» EXERCISE AIM:
Work out how many lines in the data that follows contain "house". Write nothing but the number.

» EXERCISE DATA:

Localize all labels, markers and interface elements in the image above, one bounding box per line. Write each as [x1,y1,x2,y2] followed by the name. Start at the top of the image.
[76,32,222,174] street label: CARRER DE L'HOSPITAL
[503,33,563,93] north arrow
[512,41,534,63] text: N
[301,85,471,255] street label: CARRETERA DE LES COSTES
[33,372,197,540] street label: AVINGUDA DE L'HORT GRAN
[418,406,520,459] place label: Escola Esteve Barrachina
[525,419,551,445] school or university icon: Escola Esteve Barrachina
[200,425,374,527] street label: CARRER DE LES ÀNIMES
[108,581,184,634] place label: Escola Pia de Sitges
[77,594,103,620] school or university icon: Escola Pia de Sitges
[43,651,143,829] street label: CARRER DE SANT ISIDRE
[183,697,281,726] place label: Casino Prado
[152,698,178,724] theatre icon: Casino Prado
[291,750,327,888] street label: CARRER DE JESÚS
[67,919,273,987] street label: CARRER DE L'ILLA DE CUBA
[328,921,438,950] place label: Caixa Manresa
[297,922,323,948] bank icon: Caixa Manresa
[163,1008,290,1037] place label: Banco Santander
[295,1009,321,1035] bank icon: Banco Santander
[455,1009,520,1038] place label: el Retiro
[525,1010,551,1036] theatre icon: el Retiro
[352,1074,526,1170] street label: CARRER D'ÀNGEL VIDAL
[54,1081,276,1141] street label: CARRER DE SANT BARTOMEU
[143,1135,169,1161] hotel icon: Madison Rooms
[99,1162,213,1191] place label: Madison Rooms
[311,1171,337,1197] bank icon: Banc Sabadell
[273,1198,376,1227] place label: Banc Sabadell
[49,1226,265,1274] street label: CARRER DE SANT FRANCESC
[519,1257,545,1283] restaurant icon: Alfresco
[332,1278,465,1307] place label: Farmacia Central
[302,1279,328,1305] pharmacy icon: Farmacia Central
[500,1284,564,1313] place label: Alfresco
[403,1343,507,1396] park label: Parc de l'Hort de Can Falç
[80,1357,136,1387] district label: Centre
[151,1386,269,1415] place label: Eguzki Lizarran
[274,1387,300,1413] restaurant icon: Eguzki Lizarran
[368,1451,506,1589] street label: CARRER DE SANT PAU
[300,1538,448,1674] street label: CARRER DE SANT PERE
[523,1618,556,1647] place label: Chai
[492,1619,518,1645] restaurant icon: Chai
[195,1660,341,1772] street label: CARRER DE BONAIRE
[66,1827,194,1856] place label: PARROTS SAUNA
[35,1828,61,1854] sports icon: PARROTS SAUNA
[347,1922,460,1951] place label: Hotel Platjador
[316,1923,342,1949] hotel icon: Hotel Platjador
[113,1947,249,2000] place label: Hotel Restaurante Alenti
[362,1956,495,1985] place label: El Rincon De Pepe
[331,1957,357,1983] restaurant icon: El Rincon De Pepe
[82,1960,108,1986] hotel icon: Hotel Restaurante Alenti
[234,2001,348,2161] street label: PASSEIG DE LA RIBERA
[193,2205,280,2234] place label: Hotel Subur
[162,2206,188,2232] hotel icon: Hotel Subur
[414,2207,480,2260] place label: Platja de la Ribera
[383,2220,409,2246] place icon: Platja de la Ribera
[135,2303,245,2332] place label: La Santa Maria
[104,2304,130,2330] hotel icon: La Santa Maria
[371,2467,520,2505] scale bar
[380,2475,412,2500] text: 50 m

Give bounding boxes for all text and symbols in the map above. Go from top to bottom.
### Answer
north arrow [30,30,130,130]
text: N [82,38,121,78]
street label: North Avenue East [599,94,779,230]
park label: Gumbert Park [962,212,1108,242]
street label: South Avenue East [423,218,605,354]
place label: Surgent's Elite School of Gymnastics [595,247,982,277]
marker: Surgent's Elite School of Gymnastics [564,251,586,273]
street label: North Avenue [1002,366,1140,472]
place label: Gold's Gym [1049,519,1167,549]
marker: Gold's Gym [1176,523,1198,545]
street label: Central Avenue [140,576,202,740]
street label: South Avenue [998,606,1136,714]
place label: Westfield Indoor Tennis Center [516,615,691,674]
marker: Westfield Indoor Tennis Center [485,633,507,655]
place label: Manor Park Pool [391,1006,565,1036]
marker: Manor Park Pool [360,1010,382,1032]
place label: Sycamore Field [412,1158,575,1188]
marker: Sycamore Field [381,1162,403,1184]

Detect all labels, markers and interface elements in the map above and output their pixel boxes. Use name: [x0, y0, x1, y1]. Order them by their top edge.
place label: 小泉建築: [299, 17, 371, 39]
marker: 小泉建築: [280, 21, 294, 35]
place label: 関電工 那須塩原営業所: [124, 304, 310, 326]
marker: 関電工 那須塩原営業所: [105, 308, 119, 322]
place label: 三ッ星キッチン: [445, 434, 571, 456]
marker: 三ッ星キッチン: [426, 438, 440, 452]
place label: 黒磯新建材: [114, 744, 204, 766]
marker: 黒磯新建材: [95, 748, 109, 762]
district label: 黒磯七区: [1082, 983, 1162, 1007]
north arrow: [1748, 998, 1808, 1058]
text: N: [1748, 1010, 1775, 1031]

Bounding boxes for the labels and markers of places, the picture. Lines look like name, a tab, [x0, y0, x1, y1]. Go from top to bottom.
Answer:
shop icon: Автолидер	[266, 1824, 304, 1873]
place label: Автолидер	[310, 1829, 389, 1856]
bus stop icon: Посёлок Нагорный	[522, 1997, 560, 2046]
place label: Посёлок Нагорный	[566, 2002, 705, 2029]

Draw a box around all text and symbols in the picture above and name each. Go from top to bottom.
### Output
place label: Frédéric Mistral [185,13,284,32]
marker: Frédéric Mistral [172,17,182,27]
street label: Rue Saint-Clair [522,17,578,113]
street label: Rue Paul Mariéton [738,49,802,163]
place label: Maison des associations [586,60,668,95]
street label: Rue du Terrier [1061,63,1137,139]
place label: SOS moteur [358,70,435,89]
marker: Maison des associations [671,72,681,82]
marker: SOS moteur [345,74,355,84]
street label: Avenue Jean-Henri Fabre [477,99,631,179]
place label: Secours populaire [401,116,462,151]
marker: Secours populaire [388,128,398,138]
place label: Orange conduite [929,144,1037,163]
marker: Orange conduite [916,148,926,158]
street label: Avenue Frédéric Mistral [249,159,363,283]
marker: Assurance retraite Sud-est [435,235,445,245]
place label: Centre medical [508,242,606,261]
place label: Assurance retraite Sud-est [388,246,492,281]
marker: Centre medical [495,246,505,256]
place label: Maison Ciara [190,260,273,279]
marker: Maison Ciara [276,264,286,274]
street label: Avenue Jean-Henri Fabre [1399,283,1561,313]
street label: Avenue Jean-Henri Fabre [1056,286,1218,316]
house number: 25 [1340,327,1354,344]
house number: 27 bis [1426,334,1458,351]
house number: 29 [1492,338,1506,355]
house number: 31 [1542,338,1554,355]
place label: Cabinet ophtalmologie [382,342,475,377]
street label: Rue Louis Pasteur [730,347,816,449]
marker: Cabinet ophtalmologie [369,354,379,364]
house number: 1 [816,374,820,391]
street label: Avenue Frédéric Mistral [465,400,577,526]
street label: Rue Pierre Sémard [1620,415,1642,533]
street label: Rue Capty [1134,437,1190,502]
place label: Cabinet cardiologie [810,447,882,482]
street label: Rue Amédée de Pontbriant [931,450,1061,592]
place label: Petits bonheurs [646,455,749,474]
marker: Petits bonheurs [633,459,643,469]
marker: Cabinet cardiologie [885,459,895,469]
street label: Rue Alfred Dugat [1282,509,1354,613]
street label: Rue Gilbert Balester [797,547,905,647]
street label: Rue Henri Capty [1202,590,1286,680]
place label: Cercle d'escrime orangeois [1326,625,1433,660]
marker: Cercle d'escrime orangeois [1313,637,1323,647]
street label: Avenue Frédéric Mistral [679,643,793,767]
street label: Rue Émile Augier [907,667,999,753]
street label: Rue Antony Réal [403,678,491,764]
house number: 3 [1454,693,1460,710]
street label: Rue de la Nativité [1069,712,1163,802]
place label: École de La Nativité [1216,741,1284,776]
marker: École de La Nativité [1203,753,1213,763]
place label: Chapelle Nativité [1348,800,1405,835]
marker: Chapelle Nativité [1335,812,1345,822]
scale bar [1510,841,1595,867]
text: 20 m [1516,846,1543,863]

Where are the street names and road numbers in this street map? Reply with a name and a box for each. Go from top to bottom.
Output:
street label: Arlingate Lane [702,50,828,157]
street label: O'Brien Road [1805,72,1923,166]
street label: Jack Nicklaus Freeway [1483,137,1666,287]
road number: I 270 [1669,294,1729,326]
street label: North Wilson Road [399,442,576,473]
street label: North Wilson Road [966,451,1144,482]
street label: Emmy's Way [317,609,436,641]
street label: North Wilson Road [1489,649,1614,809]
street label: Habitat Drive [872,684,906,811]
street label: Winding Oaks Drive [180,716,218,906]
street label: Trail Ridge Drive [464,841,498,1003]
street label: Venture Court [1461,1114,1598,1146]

» SOLUTION BELOW:
6